Misantropos têm uma nova palavra para se identificar: introvertido, mas não no sentido de ser tímido. Leia que você vai gostar.

Queridos misantropos: há bons motivos pra acreditar que daqui a alguns anos as pessoas vão parar de achar que se você não gosta de badalação, você devia se tratar.

A neurociência e a psicologia têm publicado vários estudos que mostram que realmente há um padrão geral de comportamento (não é um problema seu, há todo um grupo de pessoas que também se comporta assim, especialmente entre cientistas, escritores, tradutores, programadores, matemáticos, técnicos de laboratórios, editores), e têm demostrado que há diferenças no funcionamento do cérebro de introvertidos (misantropos) e extrovertidos.

Tem muita coisa pra ler, e não há um consenso. Mas vou dar um resumo do que me pareceu mais coerente:

– extrovertidos têm um espírito que gosta de exploração e aventura. Eles se sentem energizados pelo contato com outras pessoas, gostam de se engajar, e a atividade que mais lhes dá prazer é ser notado e apreciado pelas outras pessoas.
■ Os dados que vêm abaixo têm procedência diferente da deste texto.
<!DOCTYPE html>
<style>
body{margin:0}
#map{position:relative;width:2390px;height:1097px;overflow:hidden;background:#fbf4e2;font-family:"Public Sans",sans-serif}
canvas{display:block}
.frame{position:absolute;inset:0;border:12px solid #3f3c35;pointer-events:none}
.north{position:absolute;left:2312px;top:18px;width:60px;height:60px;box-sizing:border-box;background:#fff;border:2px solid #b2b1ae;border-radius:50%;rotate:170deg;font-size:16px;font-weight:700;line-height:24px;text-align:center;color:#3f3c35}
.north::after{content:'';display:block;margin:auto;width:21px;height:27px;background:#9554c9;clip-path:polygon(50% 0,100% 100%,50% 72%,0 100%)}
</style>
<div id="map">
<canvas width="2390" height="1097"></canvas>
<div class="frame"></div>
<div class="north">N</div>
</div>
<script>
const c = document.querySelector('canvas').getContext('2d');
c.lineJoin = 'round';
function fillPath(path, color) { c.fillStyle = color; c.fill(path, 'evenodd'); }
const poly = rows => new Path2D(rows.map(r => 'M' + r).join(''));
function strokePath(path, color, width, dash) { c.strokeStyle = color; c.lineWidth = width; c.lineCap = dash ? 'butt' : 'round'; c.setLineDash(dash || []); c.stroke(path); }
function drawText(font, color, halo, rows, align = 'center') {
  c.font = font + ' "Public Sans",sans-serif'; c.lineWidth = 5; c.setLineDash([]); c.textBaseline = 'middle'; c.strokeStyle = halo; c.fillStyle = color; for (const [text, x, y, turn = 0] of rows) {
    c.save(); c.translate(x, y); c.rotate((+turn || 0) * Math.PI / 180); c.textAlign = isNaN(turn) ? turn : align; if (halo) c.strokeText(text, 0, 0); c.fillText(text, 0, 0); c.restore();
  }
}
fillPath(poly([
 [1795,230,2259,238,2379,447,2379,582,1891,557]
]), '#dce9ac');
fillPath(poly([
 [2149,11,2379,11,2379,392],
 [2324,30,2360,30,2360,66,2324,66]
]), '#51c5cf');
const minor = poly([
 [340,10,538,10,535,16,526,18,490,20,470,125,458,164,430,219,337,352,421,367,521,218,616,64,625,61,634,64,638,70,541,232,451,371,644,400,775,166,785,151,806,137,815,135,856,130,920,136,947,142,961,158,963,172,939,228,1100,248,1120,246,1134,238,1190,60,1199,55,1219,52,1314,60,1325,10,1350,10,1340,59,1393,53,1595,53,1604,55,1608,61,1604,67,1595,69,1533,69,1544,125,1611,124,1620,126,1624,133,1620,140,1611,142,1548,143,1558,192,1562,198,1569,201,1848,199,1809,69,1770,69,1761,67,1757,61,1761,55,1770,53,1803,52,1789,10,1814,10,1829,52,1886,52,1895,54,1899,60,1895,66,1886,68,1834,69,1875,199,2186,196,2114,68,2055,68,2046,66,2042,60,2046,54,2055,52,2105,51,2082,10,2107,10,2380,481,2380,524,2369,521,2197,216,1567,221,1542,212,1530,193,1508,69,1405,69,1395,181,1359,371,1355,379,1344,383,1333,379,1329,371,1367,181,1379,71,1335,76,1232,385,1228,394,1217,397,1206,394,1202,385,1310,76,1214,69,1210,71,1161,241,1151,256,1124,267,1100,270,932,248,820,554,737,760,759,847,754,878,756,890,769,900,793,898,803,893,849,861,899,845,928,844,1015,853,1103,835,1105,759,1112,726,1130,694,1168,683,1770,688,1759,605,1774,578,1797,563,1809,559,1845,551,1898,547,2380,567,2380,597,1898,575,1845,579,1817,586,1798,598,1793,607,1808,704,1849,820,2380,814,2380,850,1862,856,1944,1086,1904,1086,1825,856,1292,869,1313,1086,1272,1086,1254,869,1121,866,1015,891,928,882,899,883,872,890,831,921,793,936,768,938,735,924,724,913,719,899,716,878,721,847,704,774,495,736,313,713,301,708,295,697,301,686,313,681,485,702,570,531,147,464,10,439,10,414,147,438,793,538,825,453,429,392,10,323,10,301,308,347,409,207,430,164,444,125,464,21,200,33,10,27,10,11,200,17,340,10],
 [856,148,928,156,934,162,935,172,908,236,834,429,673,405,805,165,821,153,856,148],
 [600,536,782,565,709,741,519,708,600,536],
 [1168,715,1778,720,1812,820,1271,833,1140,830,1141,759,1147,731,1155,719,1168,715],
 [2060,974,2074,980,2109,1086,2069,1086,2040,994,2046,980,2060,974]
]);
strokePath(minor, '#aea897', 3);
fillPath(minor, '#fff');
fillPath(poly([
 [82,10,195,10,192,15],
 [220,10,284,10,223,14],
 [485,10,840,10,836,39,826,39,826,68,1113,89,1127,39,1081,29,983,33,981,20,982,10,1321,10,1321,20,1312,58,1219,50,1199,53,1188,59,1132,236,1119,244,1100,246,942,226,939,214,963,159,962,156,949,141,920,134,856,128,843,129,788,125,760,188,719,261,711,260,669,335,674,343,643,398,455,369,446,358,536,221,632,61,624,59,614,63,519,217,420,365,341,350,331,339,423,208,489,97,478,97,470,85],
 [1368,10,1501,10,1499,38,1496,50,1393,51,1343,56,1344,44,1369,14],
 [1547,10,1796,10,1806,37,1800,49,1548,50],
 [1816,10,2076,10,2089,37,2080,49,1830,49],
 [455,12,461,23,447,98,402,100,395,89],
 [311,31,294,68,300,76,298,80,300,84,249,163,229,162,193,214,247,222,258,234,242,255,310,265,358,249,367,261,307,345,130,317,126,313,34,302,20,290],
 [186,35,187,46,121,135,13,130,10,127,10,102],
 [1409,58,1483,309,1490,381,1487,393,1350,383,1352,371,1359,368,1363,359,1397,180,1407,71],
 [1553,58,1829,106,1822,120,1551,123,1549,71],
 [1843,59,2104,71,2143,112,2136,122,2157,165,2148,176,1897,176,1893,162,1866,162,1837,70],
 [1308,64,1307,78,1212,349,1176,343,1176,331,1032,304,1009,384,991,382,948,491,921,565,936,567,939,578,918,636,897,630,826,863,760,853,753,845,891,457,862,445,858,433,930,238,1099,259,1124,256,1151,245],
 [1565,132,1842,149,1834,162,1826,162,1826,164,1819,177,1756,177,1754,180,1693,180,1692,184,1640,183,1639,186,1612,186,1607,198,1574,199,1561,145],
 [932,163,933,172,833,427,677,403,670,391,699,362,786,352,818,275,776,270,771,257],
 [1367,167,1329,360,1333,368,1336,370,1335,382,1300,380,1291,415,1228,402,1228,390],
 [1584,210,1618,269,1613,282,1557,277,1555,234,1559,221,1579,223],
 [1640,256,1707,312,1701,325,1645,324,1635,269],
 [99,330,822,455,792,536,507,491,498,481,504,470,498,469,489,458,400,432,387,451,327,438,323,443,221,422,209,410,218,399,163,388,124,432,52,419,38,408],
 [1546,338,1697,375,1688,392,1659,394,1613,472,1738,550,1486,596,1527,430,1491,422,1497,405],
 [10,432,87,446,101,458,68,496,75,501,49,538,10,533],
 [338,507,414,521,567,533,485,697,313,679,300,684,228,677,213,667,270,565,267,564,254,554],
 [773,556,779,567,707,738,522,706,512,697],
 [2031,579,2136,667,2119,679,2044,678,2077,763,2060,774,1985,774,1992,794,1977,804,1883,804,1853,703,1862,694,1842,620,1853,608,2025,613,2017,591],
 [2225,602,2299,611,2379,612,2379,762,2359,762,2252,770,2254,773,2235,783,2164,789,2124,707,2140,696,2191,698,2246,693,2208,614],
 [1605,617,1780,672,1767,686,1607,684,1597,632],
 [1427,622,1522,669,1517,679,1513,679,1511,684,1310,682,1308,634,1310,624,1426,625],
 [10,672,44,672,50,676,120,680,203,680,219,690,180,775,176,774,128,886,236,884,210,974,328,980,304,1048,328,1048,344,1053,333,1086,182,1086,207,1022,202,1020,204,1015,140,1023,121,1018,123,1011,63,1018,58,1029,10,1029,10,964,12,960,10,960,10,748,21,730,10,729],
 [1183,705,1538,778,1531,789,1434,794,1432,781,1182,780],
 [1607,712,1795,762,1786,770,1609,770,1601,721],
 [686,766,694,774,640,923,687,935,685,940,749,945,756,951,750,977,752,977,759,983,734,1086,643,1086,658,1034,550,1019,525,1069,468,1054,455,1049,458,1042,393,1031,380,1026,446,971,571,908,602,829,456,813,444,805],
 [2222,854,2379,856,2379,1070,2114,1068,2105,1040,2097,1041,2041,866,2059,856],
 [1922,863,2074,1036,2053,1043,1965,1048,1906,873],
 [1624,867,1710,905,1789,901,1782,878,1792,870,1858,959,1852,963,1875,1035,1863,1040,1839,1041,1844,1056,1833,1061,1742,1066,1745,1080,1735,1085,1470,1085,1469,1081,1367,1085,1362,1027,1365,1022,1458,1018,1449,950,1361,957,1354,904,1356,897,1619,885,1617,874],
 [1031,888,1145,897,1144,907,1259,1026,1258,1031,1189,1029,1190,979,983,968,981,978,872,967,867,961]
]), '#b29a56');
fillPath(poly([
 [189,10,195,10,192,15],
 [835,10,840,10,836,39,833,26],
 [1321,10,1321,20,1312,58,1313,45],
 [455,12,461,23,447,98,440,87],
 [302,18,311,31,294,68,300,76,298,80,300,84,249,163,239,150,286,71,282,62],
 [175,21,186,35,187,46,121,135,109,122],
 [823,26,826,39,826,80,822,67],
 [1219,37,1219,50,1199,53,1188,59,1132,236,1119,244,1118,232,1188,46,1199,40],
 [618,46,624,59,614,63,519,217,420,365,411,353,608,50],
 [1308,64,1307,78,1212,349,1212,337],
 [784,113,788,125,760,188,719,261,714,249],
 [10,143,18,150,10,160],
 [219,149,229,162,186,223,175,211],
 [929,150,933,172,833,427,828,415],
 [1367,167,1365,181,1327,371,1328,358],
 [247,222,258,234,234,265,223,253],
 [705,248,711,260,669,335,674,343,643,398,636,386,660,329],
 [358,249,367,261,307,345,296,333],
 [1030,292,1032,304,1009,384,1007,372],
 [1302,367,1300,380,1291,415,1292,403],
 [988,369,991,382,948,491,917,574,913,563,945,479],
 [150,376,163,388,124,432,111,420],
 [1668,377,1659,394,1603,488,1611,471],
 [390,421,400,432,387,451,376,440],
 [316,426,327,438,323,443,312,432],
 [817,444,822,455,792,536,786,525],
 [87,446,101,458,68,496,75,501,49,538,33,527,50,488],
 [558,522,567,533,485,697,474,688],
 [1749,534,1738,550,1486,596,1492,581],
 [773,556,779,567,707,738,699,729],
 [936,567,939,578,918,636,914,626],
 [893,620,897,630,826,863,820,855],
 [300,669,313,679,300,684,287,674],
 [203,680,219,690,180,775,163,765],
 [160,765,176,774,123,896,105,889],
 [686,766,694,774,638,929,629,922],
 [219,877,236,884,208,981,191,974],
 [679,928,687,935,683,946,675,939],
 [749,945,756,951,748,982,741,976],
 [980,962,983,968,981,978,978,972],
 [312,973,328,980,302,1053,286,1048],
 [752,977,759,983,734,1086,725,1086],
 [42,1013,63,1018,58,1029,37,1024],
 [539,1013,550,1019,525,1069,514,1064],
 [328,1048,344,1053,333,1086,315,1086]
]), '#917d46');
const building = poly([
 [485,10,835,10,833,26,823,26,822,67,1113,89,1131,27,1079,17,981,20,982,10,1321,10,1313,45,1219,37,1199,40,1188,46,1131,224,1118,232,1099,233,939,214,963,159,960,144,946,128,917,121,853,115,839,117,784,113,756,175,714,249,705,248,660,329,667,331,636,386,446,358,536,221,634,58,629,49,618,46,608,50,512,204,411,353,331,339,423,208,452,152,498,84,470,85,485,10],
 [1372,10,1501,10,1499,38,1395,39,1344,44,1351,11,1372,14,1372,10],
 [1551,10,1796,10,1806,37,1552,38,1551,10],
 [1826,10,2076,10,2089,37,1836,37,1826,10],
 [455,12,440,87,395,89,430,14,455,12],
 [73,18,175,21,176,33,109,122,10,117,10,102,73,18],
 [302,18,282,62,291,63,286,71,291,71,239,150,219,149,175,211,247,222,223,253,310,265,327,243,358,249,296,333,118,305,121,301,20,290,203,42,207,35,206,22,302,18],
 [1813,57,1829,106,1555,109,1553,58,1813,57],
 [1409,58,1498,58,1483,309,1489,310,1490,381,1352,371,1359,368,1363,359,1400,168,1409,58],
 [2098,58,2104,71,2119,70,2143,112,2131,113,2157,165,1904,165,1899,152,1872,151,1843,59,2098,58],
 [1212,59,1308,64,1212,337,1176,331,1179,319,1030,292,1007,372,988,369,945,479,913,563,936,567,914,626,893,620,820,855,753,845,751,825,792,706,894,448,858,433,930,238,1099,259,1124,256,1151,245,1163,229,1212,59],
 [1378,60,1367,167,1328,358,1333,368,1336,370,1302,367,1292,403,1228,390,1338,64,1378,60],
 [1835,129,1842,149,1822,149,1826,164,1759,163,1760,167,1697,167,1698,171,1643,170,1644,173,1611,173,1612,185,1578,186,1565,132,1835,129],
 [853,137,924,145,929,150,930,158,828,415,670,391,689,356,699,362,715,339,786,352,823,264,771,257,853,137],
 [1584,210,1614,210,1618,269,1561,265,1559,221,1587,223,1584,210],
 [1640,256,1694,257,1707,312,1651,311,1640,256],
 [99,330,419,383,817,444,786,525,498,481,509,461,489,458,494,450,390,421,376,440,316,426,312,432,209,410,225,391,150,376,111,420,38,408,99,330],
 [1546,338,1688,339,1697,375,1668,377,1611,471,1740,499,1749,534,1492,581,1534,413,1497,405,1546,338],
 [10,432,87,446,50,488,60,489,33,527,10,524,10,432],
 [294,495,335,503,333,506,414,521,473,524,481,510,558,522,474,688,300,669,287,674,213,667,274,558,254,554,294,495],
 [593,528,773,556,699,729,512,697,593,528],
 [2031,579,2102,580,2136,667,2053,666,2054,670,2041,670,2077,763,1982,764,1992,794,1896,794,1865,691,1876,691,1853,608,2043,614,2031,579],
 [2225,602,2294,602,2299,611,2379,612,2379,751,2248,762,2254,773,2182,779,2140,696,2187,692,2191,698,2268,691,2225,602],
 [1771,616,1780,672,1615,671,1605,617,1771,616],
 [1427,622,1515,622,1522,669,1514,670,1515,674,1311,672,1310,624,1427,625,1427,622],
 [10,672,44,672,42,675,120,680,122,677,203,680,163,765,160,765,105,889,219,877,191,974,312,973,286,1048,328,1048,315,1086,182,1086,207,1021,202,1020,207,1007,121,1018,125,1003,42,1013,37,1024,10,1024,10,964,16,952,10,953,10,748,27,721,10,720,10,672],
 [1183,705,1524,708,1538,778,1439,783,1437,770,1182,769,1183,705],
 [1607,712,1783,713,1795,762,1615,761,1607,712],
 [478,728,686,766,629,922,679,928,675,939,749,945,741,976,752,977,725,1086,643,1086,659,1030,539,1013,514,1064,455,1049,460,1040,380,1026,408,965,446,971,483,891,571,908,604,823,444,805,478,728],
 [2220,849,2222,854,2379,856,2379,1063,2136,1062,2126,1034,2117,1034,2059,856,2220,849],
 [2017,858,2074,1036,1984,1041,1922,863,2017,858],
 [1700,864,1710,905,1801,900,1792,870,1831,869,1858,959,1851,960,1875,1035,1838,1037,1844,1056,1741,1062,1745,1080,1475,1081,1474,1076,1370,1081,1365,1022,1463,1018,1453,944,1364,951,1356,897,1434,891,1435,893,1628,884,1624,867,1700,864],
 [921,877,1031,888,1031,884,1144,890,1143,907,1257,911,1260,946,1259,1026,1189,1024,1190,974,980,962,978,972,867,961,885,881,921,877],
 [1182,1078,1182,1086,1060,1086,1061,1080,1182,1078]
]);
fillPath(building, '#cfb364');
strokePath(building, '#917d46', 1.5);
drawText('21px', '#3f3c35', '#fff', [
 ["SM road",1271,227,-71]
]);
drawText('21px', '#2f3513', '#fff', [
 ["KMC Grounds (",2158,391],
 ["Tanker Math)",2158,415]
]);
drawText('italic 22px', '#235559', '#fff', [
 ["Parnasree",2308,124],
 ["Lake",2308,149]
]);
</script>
– introvertidos são pessoas difíceis de impressionar e de envolver. Vou traduzir e colar o trecho de um dos artigos do Scientifc American “Pessoas que pontuam baixo na extroversão não são necessariamente pessoas voltadas para dentro; na verdade elas são menos engajadas, motivadas e energizadas pela possibilidade de obter recompensas da interação com o seu redor. Dessa forma, elas falam menos, são menos engajadas e experimentam menos entusiasmo. Elas também podem achar que as coisas que são recompensadoras e energizantes para os extrovertidos são apenas chatas ou cansativas (ou até esmagadoras, dependendo do sue nível de Neuroticismo).“ https://blogs.scientificamerican.com/beautiful-minds/will-the-real-introverts-please-stand-up/

– Em 2010 pesquisadores do Salk Institute for Biological Sciences, na Califórnia, escanearam a atividade cerebral de um grupo de 28 pessoas, previamente classificadas como introvertidos e extrovertidos, enquanto mostravam fotos diversas. No grupo dos extrovertidos, ao ver fotos de pessoas, houve aumento da atividade cerebral dos extrovertidos. Enquanto que para os introvertidos, guess what… era a mesma coisa olhar pra uma foto de flor, de carro ou de gente. É engraçado, ao mesmo tempo que se alinha perfeitamente com o que eu tinha escrito no “Como paquerar um misantropo”, explicando que você e um vaso é a mesma coisa pra um misantropo, a não ser que você se mostre uma pessoa interessante. (Meu enteado também vai adorar saber desse teste, porque outro dia ele estava tirando sarro de mim, “O quê? Preocupação em ferir os sentimentos das pessoas? O que são pessoas? O que são sentimentos?” – eu sei o que são pessoas, e não é que eu goste de ferir os sentimentos delas, eu só acho que tem várias situações que vale a pena fazer isso por um bem maior. Eu tenho esses ideais de que você não devia deixar de fazer algo só porque vai doer.)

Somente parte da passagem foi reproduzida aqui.